PROVIDED INFORMATION.
Content starts
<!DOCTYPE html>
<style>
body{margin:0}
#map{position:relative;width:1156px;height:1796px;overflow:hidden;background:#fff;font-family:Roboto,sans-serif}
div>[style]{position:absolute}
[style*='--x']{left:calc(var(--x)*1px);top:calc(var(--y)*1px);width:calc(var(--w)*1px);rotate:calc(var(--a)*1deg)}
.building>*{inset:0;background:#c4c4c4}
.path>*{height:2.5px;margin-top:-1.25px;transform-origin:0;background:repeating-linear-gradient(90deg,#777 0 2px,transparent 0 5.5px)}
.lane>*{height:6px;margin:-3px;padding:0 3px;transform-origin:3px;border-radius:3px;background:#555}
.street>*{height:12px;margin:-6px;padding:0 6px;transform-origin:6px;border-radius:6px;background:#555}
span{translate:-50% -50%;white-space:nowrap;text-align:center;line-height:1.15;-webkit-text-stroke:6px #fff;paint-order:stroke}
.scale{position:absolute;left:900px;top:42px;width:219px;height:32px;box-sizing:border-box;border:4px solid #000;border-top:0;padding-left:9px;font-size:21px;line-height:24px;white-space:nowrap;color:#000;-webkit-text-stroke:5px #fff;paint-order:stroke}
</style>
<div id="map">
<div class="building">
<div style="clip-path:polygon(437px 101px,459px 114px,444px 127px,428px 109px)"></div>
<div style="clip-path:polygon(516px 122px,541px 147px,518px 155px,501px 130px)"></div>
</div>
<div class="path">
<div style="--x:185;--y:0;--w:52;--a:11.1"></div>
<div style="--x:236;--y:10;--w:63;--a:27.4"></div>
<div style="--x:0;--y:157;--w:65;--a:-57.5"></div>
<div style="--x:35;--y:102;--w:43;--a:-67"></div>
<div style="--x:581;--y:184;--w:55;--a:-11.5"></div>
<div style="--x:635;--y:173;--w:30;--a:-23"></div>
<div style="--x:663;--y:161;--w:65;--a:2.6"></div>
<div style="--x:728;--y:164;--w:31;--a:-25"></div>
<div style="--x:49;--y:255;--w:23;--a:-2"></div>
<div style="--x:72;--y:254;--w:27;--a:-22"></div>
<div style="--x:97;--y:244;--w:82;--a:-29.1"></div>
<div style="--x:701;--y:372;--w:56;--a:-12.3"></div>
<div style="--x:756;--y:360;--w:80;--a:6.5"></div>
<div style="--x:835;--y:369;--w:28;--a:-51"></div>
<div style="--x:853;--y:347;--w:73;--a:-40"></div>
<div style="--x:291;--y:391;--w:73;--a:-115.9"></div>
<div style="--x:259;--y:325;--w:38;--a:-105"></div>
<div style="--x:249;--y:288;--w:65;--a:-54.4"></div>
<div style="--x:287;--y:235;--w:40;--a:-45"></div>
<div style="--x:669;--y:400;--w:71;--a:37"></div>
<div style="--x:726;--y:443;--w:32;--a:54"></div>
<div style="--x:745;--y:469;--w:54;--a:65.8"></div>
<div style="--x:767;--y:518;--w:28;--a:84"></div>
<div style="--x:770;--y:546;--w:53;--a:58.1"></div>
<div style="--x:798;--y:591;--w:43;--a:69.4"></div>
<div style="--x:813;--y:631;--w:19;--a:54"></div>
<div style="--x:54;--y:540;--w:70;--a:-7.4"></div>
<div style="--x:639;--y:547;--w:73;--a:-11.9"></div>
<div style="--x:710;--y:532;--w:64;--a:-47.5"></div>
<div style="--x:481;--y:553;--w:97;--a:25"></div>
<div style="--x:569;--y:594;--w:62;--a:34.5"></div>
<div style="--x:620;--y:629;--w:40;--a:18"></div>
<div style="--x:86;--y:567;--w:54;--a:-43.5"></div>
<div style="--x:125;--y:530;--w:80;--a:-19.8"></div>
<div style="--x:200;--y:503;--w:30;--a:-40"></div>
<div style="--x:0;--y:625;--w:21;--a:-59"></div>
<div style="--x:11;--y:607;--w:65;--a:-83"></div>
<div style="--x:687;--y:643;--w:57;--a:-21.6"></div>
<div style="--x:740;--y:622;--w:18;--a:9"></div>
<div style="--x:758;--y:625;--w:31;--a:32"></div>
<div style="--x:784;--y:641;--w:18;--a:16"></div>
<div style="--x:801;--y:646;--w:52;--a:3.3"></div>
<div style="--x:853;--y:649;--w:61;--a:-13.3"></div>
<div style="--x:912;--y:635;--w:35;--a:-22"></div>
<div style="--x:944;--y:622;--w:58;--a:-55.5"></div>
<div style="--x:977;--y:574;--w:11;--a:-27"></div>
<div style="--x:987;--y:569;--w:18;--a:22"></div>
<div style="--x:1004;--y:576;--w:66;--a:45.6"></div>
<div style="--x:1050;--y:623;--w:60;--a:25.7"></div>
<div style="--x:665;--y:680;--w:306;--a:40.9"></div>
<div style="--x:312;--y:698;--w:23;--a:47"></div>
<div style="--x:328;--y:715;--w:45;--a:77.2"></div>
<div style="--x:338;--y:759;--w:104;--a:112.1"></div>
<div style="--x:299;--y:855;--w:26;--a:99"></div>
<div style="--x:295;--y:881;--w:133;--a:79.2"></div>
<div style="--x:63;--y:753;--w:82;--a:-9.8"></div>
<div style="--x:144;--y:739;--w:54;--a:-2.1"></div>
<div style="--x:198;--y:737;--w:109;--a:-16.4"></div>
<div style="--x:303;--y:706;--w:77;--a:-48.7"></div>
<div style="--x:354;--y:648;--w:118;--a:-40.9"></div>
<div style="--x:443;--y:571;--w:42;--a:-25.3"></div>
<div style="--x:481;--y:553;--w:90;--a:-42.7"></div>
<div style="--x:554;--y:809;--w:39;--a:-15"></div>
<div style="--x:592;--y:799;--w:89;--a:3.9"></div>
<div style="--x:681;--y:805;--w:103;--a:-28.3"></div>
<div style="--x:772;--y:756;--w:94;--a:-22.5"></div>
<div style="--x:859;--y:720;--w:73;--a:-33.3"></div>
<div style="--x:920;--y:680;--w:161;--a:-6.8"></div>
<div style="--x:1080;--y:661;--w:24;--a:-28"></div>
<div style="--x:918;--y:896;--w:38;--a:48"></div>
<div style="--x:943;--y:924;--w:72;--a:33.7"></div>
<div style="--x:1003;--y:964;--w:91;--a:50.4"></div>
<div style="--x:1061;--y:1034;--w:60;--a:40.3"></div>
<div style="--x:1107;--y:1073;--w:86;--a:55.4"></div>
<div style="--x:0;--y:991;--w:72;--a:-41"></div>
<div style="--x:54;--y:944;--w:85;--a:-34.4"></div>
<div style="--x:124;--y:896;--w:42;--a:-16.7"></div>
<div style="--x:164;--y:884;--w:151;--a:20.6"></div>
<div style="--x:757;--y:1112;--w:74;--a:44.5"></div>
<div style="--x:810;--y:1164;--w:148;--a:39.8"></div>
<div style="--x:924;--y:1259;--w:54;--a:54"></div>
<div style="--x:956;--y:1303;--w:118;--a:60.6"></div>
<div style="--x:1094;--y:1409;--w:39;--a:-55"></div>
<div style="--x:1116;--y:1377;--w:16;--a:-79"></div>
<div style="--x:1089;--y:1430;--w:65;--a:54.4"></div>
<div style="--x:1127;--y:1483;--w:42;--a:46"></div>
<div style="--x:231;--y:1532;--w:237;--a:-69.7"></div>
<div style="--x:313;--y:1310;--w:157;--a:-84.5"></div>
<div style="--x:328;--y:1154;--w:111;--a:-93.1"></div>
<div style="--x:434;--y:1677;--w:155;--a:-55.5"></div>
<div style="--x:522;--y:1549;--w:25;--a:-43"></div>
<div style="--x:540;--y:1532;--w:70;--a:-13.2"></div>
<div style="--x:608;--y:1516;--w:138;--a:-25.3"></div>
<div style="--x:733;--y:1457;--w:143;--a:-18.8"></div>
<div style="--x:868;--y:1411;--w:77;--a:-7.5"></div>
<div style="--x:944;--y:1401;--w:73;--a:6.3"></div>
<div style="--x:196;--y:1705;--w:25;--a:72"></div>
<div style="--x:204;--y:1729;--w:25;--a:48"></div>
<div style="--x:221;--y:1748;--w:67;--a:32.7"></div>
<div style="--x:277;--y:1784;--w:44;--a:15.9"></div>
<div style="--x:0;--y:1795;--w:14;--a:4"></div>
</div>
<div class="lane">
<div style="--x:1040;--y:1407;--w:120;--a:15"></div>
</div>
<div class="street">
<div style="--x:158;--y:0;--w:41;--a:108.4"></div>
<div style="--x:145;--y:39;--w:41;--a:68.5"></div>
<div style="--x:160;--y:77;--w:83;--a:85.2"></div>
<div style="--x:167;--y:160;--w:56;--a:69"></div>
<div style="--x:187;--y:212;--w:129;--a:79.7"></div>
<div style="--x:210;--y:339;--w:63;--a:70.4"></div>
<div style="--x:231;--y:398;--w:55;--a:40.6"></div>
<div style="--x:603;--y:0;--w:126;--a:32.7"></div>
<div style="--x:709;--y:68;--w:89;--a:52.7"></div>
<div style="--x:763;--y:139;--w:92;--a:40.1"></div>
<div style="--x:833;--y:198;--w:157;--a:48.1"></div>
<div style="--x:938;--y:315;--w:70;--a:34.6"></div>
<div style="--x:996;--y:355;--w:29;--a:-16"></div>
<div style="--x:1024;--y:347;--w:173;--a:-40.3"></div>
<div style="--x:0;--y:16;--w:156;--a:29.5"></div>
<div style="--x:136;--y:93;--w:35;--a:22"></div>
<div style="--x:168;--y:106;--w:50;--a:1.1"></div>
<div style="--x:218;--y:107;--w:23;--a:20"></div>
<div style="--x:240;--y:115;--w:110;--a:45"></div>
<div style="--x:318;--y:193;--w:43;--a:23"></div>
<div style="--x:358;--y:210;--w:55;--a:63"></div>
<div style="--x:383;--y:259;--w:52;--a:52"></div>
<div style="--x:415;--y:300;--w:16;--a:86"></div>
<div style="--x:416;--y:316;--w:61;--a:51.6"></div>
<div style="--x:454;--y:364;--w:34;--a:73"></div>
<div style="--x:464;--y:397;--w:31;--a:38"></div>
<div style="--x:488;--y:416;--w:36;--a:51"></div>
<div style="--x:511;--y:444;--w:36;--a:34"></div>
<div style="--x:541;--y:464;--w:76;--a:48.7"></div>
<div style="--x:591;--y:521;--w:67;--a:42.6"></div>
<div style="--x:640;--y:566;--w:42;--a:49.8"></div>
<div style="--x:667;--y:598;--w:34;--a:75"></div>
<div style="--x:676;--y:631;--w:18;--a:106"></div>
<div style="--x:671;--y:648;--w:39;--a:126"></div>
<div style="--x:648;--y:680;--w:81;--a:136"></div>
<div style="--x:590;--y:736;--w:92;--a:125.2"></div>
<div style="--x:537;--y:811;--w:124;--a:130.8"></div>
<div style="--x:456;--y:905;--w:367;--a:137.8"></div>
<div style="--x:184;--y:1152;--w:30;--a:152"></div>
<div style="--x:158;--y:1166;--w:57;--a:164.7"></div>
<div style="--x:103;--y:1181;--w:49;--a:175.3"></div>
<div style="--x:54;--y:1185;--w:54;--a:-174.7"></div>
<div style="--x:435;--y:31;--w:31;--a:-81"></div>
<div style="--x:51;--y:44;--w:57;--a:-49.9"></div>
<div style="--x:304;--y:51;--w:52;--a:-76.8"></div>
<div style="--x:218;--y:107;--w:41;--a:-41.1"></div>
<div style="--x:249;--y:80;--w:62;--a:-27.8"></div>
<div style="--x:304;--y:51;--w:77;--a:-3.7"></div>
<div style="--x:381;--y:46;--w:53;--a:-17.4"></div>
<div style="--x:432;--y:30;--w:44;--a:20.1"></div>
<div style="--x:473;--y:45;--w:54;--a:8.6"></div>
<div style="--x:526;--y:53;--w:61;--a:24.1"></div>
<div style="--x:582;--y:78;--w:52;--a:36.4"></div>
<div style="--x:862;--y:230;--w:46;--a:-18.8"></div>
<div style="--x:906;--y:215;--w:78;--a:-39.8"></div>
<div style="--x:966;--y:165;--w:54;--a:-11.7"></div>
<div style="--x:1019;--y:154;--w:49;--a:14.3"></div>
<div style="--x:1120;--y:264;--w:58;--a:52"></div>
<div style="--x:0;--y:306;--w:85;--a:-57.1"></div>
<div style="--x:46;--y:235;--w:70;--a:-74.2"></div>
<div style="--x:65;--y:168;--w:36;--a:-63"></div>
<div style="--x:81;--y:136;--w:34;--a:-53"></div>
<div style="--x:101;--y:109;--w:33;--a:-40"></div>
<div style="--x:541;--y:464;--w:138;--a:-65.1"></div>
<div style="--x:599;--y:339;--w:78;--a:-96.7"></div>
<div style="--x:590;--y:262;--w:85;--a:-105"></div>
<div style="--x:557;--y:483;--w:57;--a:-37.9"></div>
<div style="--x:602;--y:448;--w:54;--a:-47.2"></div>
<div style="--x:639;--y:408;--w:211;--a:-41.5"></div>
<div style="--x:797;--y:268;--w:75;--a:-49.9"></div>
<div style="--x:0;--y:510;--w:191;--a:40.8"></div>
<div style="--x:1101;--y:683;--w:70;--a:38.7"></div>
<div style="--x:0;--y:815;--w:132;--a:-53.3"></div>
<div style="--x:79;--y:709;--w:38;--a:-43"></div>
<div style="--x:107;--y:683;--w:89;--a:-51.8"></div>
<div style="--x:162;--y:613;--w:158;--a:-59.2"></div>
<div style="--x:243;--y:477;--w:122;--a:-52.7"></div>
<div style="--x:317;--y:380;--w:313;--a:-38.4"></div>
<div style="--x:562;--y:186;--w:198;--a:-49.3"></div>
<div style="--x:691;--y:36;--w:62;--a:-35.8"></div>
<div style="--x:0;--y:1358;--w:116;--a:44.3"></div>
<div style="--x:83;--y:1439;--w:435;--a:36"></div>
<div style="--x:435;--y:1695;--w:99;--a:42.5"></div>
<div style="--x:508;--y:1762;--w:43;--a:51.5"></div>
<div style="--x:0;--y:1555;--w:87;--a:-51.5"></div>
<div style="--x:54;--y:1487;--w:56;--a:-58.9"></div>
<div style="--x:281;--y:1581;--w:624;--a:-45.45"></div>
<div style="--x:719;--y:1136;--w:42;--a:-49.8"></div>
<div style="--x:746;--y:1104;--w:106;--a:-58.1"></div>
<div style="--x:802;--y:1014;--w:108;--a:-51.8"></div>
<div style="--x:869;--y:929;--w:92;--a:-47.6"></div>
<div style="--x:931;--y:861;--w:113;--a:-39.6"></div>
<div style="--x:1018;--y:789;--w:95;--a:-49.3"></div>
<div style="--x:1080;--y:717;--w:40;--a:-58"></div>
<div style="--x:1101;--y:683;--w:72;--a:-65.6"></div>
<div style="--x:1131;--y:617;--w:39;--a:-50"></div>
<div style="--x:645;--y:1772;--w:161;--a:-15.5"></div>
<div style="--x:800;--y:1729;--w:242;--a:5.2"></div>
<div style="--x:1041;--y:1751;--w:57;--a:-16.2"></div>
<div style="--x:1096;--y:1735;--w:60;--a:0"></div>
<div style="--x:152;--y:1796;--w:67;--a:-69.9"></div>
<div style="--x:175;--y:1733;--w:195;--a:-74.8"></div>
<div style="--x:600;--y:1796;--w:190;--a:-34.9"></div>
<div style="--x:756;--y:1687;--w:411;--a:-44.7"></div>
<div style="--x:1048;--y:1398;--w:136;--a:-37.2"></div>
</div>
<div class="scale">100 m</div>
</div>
Content ends
HOW TO COMPLETE THIS TASK. Exact reproduction of the lines from the top of the material through the line where "0 2px,transparent 0" appears is required, both boundary lines included, with no other output.

FINISHED TASK.
<!DOCTYPE html>
<style>
body{margin:0}
#map{position:relative;width:1156px;height:1796px;overflow:hidden;background:#fff;font-family:Roboto,sans-serif}
div>[style]{position:absolute}
[style*='--x']{left:calc(var(--x)*1px);top:calc(var(--y)*1px);width:calc(var(--w)*1px);rotate:calc(var(--a)*1deg)}
.building>*{inset:0;background:#c4c4c4}
.path>*{height:2.5px;margin-top:-1.25px;transform-origin:0;background:repeating-linear-gradient(90deg,#777 0 2px,transparent 0 5.5px)}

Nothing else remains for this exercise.